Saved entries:
########################################

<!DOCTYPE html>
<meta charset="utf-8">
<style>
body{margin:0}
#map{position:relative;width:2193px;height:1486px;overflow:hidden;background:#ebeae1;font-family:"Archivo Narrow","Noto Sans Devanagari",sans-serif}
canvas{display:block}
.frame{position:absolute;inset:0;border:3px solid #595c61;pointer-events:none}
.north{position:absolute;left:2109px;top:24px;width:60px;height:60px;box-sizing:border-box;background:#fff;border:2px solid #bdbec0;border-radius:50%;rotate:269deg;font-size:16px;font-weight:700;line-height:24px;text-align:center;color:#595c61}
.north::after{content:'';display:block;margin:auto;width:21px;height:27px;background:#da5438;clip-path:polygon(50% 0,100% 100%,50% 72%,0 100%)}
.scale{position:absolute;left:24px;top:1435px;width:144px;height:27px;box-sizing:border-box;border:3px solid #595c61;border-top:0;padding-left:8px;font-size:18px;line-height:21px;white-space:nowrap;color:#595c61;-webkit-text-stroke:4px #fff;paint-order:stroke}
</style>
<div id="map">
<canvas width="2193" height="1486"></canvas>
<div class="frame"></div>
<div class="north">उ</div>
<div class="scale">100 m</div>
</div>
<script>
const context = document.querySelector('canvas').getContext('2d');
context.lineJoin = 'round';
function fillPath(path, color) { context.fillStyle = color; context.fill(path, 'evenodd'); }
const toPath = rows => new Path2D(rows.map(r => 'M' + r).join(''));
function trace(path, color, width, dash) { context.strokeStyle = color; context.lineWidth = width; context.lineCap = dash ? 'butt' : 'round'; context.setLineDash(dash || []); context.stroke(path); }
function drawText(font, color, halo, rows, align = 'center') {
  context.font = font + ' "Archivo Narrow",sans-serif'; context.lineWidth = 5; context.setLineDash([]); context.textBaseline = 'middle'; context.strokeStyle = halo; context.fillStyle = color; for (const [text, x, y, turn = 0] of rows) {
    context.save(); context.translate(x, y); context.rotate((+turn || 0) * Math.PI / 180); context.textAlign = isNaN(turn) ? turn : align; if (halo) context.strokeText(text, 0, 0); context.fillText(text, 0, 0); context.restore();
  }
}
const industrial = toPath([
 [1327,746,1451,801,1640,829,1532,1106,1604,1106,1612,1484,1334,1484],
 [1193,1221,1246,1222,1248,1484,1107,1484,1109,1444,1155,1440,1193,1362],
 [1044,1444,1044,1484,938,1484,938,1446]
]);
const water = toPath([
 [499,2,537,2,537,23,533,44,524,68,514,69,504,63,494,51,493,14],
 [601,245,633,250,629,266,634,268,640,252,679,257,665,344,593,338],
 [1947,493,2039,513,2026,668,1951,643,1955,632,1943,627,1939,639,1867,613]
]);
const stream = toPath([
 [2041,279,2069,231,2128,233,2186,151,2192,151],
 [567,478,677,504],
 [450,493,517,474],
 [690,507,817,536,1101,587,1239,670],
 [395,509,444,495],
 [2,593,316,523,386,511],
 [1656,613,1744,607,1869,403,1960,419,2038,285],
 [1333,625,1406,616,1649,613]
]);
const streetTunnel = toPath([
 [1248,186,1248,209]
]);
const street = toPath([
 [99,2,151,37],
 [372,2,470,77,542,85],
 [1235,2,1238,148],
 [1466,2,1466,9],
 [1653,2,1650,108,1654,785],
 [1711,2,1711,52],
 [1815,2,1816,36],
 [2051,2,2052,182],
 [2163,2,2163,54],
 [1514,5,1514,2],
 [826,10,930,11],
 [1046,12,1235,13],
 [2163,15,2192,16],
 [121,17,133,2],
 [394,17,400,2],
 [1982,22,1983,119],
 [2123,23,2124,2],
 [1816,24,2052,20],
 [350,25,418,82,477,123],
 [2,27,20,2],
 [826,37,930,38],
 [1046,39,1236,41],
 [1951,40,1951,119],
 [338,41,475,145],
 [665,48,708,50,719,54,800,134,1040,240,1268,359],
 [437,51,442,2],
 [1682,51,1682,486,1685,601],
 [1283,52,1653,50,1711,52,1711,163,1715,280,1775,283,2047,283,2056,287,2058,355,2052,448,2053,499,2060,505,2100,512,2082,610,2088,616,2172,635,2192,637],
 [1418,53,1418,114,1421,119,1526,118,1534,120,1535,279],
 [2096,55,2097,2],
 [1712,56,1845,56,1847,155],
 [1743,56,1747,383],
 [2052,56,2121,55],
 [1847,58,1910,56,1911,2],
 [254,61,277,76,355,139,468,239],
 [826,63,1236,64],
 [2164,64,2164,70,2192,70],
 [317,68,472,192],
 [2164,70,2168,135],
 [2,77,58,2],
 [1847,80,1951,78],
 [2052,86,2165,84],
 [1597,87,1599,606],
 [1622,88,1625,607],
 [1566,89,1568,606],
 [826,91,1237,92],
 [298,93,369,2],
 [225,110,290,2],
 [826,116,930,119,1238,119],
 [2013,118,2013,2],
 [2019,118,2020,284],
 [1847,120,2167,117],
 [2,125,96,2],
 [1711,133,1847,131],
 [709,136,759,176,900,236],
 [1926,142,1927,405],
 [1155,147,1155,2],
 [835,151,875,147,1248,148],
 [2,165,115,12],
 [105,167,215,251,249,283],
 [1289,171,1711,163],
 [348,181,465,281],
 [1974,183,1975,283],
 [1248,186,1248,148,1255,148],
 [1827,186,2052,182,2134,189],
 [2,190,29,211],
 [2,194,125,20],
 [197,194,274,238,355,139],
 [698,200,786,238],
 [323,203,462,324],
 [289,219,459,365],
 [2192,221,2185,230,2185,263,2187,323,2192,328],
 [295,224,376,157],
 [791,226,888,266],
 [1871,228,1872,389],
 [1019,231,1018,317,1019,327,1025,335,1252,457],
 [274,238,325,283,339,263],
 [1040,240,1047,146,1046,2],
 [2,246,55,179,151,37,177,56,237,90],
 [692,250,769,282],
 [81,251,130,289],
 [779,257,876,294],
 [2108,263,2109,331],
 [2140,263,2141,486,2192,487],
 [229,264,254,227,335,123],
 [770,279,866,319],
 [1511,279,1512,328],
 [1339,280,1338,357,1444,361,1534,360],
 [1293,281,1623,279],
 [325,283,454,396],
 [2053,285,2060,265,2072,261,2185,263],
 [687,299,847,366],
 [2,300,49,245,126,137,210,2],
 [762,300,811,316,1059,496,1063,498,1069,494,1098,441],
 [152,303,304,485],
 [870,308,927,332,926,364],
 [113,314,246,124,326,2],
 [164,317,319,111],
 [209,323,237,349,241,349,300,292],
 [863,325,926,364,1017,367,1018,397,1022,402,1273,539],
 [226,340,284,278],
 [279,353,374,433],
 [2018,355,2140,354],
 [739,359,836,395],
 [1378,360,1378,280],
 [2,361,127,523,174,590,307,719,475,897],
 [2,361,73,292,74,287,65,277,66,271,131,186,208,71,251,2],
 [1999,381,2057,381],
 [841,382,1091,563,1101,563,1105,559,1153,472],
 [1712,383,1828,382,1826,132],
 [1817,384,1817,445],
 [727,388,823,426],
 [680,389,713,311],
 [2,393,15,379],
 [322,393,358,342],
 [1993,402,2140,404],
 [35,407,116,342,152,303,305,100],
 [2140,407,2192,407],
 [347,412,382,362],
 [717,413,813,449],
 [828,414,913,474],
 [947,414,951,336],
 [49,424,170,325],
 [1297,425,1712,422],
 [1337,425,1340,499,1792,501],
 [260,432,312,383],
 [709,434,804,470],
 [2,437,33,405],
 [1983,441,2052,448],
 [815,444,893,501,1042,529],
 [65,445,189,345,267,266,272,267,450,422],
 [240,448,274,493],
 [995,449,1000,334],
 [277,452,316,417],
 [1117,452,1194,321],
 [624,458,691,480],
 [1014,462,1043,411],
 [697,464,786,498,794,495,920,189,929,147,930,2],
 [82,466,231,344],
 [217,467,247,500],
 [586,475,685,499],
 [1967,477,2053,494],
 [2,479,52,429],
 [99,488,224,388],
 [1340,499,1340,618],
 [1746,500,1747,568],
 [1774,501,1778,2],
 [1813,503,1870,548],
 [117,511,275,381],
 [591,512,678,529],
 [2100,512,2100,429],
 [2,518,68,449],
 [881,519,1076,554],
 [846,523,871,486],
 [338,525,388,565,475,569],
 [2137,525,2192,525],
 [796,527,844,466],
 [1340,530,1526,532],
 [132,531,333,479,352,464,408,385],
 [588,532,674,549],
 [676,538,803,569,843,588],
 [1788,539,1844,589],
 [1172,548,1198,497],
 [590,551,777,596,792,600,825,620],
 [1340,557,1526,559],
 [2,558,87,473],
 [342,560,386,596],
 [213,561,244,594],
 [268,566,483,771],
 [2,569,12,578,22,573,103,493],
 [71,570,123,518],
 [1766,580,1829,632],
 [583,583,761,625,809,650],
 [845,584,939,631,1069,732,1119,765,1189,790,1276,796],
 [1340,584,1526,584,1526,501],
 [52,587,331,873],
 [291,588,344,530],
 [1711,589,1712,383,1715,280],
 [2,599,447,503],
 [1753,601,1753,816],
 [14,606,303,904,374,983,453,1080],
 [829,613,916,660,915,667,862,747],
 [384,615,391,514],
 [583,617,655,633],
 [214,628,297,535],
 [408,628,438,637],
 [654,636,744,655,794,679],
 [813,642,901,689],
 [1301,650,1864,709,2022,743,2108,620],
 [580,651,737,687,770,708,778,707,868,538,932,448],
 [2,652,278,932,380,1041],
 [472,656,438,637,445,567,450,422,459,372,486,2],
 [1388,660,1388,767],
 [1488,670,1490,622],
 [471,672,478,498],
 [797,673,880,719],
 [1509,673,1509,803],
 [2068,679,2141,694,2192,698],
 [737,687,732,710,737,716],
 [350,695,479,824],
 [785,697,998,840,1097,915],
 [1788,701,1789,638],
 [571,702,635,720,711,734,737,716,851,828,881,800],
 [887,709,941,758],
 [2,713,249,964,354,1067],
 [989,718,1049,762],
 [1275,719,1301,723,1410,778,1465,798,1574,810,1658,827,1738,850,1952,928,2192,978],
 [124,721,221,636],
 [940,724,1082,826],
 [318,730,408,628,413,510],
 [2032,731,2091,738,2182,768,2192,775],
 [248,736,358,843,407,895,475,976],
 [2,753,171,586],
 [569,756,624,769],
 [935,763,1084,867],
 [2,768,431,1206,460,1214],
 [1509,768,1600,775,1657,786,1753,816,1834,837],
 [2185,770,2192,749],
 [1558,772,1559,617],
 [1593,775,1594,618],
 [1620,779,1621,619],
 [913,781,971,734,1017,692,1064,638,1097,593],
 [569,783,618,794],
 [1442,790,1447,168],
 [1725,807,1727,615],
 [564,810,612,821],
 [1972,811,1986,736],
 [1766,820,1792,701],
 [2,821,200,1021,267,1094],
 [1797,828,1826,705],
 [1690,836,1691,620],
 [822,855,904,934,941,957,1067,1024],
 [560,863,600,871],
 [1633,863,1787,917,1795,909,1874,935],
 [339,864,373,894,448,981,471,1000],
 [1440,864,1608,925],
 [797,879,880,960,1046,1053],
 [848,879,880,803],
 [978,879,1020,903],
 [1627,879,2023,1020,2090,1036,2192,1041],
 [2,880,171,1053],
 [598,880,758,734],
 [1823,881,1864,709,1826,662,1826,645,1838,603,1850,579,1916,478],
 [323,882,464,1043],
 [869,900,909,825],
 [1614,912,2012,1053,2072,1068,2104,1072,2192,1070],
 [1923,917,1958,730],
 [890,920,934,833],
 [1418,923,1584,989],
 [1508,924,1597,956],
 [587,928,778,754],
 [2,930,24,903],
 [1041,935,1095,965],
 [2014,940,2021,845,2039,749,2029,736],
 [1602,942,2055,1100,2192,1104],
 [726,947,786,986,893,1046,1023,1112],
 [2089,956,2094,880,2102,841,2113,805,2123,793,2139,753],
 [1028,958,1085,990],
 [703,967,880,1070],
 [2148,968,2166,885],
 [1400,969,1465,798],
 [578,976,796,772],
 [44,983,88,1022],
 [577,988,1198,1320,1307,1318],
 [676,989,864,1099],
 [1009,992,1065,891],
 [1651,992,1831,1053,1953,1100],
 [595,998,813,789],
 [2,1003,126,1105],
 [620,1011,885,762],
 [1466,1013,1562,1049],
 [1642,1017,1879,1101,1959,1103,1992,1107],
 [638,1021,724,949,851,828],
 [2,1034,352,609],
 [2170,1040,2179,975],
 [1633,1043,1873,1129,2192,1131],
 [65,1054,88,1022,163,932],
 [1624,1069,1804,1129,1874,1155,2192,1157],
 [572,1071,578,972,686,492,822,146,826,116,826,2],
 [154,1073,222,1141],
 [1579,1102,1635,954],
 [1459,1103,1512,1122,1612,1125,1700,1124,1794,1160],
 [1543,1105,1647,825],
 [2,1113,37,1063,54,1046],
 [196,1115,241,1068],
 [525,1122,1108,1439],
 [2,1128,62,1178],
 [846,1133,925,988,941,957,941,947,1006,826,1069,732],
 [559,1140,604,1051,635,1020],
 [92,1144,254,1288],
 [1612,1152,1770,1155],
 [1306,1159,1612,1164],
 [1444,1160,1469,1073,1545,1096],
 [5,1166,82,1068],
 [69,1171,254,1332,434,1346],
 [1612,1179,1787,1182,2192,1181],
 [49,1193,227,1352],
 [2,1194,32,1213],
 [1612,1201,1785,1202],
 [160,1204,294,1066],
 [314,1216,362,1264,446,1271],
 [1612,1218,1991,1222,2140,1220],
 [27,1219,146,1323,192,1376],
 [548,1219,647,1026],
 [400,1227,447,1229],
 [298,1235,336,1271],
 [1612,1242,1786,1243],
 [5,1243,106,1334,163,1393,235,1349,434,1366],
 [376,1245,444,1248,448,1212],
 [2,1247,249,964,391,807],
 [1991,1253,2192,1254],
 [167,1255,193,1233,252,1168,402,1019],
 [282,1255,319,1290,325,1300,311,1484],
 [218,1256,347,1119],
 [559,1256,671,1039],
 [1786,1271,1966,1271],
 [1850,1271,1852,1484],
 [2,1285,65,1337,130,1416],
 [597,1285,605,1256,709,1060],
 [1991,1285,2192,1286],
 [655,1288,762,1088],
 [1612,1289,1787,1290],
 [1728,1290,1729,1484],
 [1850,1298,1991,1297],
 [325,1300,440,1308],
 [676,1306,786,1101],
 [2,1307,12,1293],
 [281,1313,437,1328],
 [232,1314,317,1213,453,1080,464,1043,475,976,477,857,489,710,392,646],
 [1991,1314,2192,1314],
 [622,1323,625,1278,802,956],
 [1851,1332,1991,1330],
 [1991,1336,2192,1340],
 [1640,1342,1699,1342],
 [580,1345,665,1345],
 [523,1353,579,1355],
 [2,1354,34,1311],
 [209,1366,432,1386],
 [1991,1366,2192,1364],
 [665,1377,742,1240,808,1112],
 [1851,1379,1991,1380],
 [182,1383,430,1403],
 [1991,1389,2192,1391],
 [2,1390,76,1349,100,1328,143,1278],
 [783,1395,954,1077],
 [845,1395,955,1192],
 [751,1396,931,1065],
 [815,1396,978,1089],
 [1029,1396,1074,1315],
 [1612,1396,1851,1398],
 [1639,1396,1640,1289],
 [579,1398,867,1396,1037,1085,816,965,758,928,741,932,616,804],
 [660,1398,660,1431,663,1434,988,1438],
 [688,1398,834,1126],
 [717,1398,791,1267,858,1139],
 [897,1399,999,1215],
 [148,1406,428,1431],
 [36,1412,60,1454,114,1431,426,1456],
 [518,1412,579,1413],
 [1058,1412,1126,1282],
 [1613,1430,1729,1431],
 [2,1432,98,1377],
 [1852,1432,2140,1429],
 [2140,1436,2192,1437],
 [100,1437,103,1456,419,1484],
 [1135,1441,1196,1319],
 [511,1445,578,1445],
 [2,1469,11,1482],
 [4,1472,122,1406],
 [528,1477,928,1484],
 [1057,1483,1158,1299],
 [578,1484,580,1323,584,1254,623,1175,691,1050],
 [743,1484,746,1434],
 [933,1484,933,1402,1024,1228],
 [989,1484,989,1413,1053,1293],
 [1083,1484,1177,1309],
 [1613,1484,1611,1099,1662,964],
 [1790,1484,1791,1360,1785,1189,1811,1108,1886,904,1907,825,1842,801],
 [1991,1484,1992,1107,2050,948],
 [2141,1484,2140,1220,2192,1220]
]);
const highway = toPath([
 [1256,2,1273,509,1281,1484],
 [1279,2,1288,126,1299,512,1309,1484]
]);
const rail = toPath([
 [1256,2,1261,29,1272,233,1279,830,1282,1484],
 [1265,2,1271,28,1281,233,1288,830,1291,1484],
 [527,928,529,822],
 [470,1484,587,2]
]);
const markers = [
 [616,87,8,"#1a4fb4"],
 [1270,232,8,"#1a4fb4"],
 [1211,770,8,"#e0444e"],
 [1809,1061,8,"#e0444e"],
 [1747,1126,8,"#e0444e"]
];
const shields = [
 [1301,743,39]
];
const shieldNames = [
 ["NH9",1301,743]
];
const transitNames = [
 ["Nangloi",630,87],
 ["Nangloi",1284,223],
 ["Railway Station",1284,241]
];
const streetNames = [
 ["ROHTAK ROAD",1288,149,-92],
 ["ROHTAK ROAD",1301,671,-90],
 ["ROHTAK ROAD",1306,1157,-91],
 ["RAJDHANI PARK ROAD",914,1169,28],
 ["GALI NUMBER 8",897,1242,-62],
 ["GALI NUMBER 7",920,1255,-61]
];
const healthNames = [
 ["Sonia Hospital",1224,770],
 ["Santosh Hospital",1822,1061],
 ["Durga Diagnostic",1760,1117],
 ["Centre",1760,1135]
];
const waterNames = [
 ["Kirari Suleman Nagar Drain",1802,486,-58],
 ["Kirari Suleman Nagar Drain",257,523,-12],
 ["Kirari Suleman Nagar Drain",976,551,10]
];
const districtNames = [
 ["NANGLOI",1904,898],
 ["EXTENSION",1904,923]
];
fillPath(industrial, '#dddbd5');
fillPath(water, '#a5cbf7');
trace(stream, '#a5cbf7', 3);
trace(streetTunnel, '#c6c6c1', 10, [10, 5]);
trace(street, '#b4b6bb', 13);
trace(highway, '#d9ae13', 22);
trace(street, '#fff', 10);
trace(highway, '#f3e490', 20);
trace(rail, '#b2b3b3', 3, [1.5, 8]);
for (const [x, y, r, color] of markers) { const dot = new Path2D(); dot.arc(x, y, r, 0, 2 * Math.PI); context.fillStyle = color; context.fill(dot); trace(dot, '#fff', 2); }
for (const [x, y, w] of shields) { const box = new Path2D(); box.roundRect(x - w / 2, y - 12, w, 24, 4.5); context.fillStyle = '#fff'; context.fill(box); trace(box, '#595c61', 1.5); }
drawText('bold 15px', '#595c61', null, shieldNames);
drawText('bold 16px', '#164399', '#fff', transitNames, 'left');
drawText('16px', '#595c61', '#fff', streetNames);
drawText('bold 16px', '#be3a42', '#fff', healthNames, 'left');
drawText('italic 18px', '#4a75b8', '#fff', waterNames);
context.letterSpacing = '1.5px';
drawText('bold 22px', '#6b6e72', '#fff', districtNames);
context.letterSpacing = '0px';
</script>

########################################

Please report only the number of lines above that include "halo".

3